▸ **PROBLEM**
Reproduce, word for word, every line starting at the line that contains "Map reading. Serialize" and ending with the final line of the entries.
── EXTRACTED RECORDS
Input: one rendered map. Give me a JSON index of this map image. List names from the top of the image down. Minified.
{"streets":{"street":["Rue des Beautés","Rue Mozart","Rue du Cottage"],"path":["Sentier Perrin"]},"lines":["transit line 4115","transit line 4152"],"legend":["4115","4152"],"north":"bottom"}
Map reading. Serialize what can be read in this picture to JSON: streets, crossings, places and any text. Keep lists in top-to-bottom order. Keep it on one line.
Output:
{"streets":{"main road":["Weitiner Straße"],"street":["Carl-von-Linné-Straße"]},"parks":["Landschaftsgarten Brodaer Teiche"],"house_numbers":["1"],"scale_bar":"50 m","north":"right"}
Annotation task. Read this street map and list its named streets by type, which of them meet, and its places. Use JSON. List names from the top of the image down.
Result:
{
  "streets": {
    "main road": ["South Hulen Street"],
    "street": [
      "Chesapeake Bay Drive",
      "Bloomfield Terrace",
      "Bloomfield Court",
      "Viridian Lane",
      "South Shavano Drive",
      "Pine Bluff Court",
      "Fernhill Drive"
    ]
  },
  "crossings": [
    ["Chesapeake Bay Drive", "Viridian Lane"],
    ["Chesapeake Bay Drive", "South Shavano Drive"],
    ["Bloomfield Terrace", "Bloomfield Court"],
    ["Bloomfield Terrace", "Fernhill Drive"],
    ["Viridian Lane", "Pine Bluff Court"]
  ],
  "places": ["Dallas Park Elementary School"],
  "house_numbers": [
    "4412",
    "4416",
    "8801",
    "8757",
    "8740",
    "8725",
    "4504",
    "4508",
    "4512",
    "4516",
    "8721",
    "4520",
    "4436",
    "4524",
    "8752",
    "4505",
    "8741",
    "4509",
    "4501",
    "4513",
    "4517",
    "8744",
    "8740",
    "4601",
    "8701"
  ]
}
────
▸ **RESULT BELOW**
Map reading. Serialize what can be read in this picture to JSON: streets, crossings, places and any text. Keep lists in top-to-bottom order. Keep it on one line.
Output:
{"streets":{"main road":["Weitiner Straße"],"street":["Carl-von-Linné-Straße"]},"parks":["Landschaftsgarten Brodaer Teiche"],"house_numbers":["1"],"scale_bar":"50 m","north":"right"}
Annotation task. Read this street map and list its named streets by type, which of them meet, and its places. Use JSON. List names from the top of the image down.
Result:
{
  "streets": {
    "main road": ["South Hulen Street"],
    "street": [
      "Chesapeake Bay Drive",
      "Bloomfield Terrace",
      "Bloomfield Court",
      "Viridian Lane",
      "South Shavano Drive",
      "Pine Bluff Court",
      "Fernhill Drive"
    ]
  },
  "crossings": [
    ["Chesapeake Bay Drive", "Viridian Lane"],
    ["Chesapeake Bay Drive", "South Shavano Drive"],
    ["Bloomfield Terrace", "Bloomfield Court"],
    ["Bloomfield Terrace", "Fernhill Drive"],
    ["Viridian Lane", "Pine Bluff Court"]
  ],
  "places": ["Dallas Park Elementary School"],
  "house_numbers": [
    "4412",
    "4416",
    "8801",
    "8757",
    "8740",
    "8725",
    "4504",
    "4508",
    "4512",
    "4516",
    "8721",
    "4520",
    "4436",
    "4524",
    "8752",
    "4505",
    "8741",
    "4509",
    "4501",
    "4513",
    "4517",
    "8744",
    "8740",
    "4601",
    "8701"
  ]
}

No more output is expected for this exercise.